Дмитрий Волчек: 4 декабря исполнилось 40 лет со дня смерти Анны Каван. Есть основания не забывать именно эту дату: Каван скрывала год своего рождения, литературное признание пришло к ней в последние месяцы жизни, а сама смерть остается загадкой и по сей день: инфаркт или самоубийство? До недавнего времени год рождения Анны Каван на обложках ее книг указывали со знаком вопроса, сейчас установлена точная дата: 10 апреля 1901 года. История Хелен Вудс, родившейся в этот день, полна белых пятен. Анна Каван стремилась избавиться от свидетельств своей юности, все дневники, кроме нескольких тетрадей за 1926 и 1927 годы (единственный период, когда, по ее признанию, она была влюблена и счастлива) она уничтожила. Мы знаем, что она была дочерью состоятельных родителей, в 1920 году по их настоянию вышла замуж за человека, которого терпеть не могла, Дональда Фергюсона, провела с ним два года в Бирме, родила сына. Ее брак распался, она вернулась в Европу, влюбилась в художника Стюарта Эдмондса и провела с ним несколько лет. Писать она начала еще в Бирме, чтобы побороть депрессию, и под именем Хелен Фергюсон с 1929 по 1937 годы опубликовала шесть реалистических романов, имеющих мало общего с той Анной Каван, которую Брайан Олдис назвал «английской сестрой Кафки». Анна Каван – имя героини романа Хелен Фергюсон «Оставь меня в покое»: кажется, единственный случай, когда псевдонимом писателя становится имя его персонажа. Превращение заурядной писательницы Хелен Фергюсон в великолепную Анну Каван произошло мгновенно, но предшествовало ему немало необычных обстоятельств. Еще в середине 20-х Хелен Фергюсон познакомилась с тяжелыми наркотиками. «После героина глаза становятся красивыми. Нет сомнения, что я хорошенькая. Долго смотрелась в зеркало и довольна собой», - записывает в дневнике 25-летняя Хелен Фергюсон. Пристрастие доставляет все больше хлопот, отношения со Стюартом Эдмондсом, который начинает спиваться, расстраиваются, Хелен пытается покончить с собой, попадает в швейцарскую нервную клинику, на время избавляется там от героиновой зависимости, и – по свидетельству друзей – полностью меняется – и внутренне, и внешне. Меняется и ее литературный стиль. Первая книга, на обложке которой стоит имя Анны Каван, сборник рассказов, объединенных одной темой – безумием, выходит в 1940 году.




Неприятное напоминание



Диктор: «Прошлым летом (а, может, это было вчера – мне нелегко теперь следить за временем) со мною случилось нечто весьма неприятное.

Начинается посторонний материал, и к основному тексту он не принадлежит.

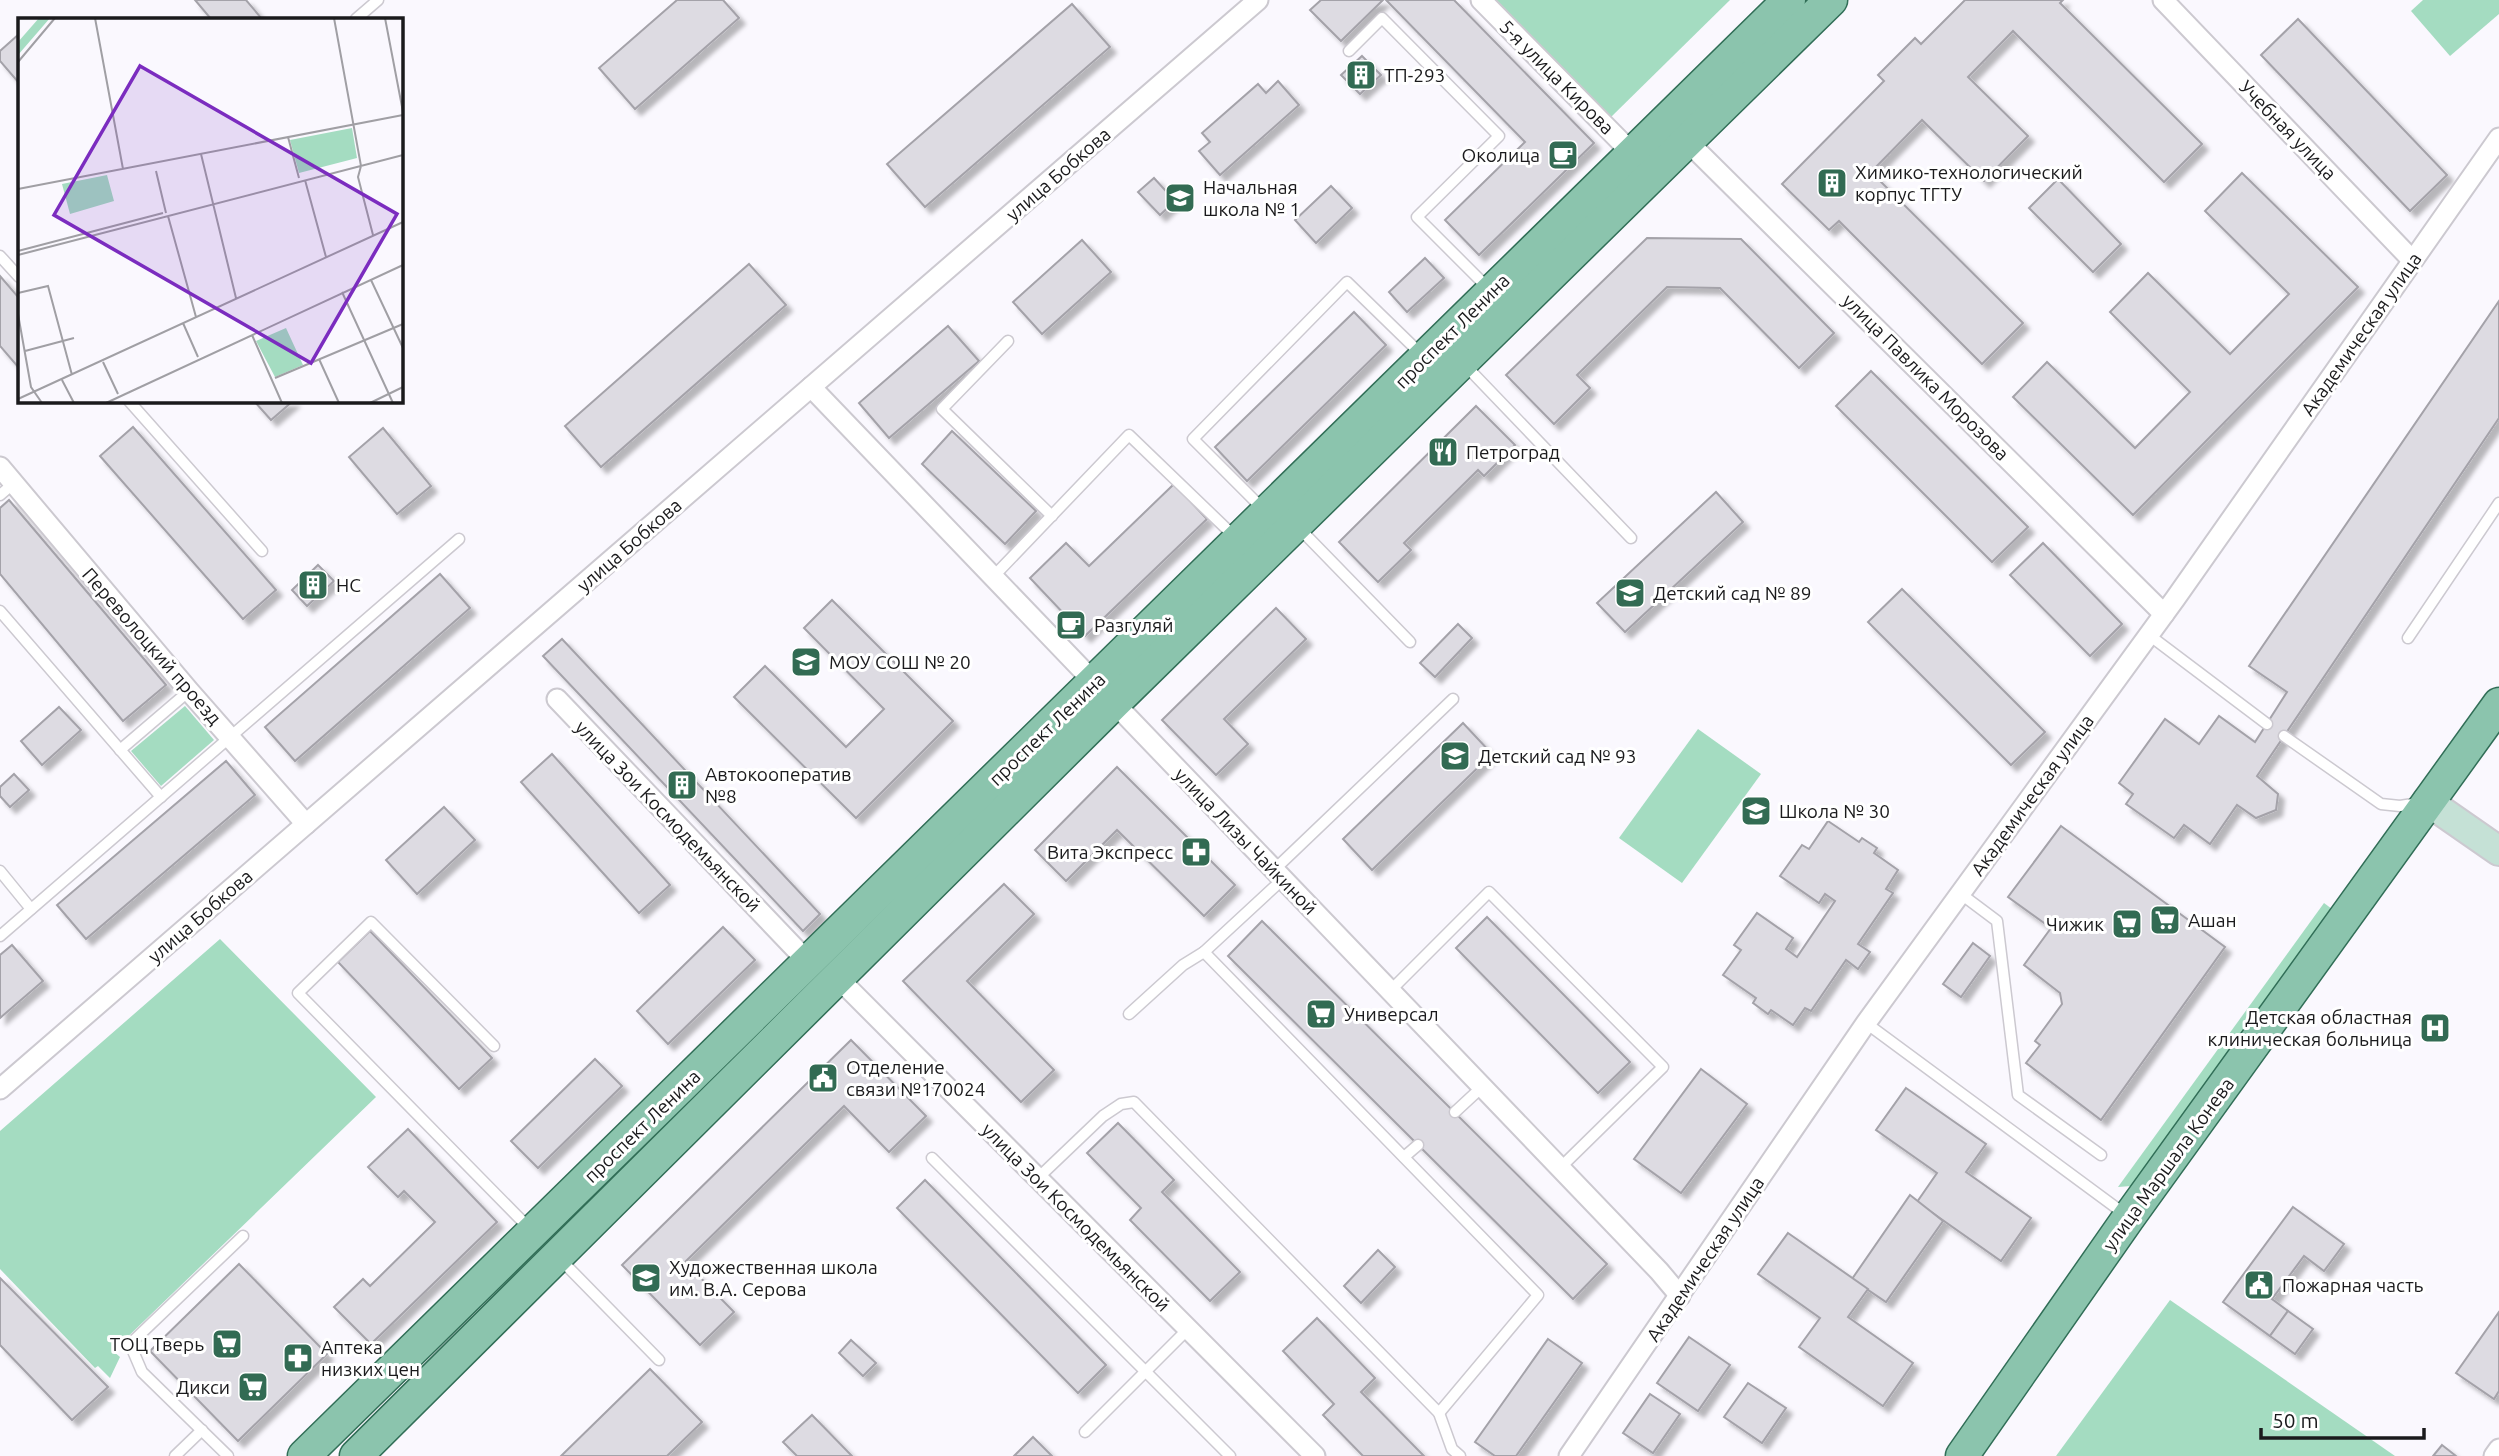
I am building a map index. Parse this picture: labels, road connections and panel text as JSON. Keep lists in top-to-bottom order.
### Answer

День с самого начала предвещал недоброе – один из тех несчастливых дней, когда все идет наперекосяк и кажется, что вступаешь в бесконечную тягостную борьбу с неодушевленными предметами. Каким же зловредным бывает нечеловеческий мир в такие минуты! Каждый атом, каждая клетка, каждая молекула вступают в сводящий с ума заговор против бедного существа, навлекшего на себя их скрытое недовольство! На этот раз, как назло, сама погода решила примкнуть к раздору. Небо было затянуто тусклой серой пеленой, горы стали иссиня-черными, полчища комаров заполнили берега озера. Был один из тех бессолнечных летних дней, что наводят тоску больше, чем самая мрачная зимняя погода, дней, когда воздух кажется затхлым, а мир похож на мусорный ящик, набитый расплющенными консервными банками, рыбьей чешуей и разлагающимися капустными кочерыжками.


Конечно, с самого утра я ничего не успевала. Пришлось впопыхах переодеваться, чтобы пойти на теннис: мы договорились днем поиграть, и я опаздывала на десять минут. Другие игроки уже собрались и разминались, ожидая меня. Меня огорчило, что из трех кортов, которыми мы могли пользоваться, выбрали средний – его я любила меньше всего. Когда я спросила, почему не взяли верхний, самый лучший, оказалось, что он уже забронирован какими-то официальными людьми. Тогда я предложила перейти на нижний корт, но они недовольно сказали, что там слишком сыро из-за нависающих деревьев. Поскольку было пасмурно, я не могла выдвинуть главное возражение против среднего корта – что днем солнце там бьет в глаза. Пришлось начать игру.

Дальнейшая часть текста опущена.